*** COLLECTED DATA

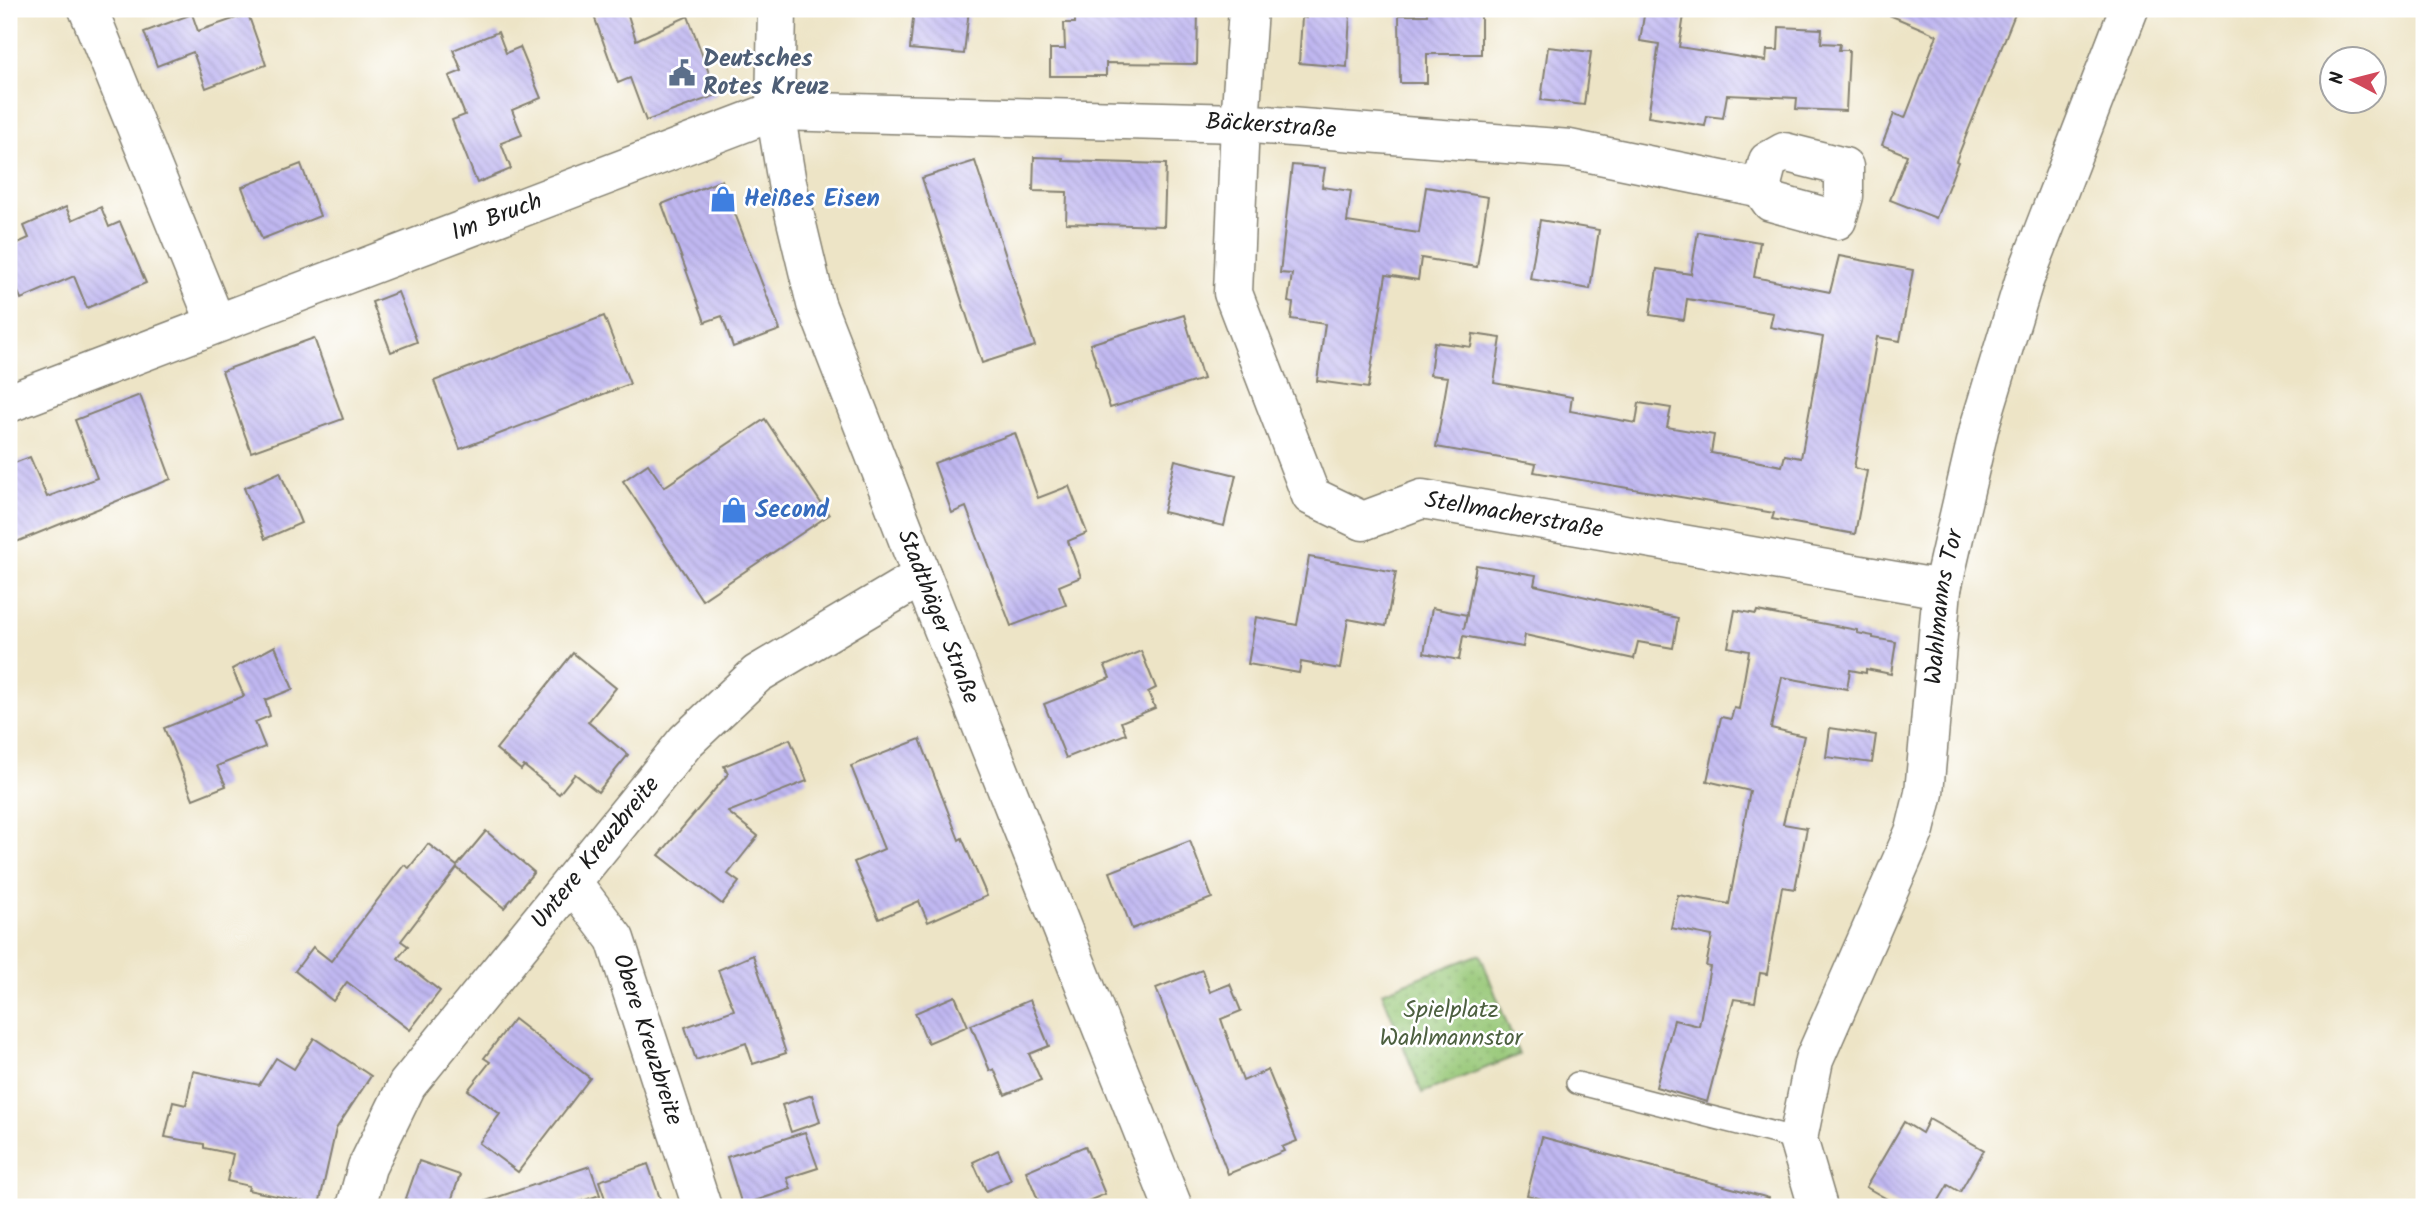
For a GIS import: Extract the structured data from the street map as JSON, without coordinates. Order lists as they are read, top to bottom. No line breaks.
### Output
{"streets":{"street":["Bäckerstraße","Im Bruch","Stellmacherstraße","Wahlmanns Tor","Stadthäger Straße","Untere Kreuzbreite","Obere Kreuzbreite"]},"crossings":[["Bäckerstraße","Im Bruch"],["Bäckerstraße","Stellmacherstraße"],["Bäckerstraße","Stadthäger Straße"],["Im Bruch","Stadthäger Straße"],["Stellmacherstraße","Wahlmanns Tor"],["Stadthäger Straße","Untere Kreuzbreite"],["Untere Kreuzbreite","Obere Kreuzbreite"]],"parks":["Spielplatz Wahlmannstor"],"places":{"public building":["Deutsches Rotes Kreuz"],"shop":["Heißes Eisen","Second"]},"north":"left"}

******

* [THE PROBLEM] Write out the listing again word for word, but without its pictures.

* [TASK RESULT]
For a GIS import: Extract the structured data from the street map as JSON, without coordinates. Order lists as they are read, top to bottom. No line breaks.
### Output
{"streets":{"street":["Bäckerstraße","Im Bruch","Stellmacherstraße","Wahlmanns Tor","Stadthäger Straße","Untere Kreuzbreite","Obere Kreuzbreite"]},"crossings":[["Bäckerstraße","Im Bruch"],["Bäckerstraße","Stellmacherstraße"],["Bäckerstraße","Stadthäger Straße"],["Im Bruch","Stadthäger Straße"],["Stellmacherstraße","Wahlmanns Tor"],["Stadthäger Straße","Untere Kreuzbreite"],["Untere Kreuzbreite","Obere Kreuzbreite"]],"parks":["Spielplatz Wahlmannstor"],"places":{"public building":["Deutsches Rotes Kreuz"],"shop":["Heißes Eisen","Second"]},"north":"left"}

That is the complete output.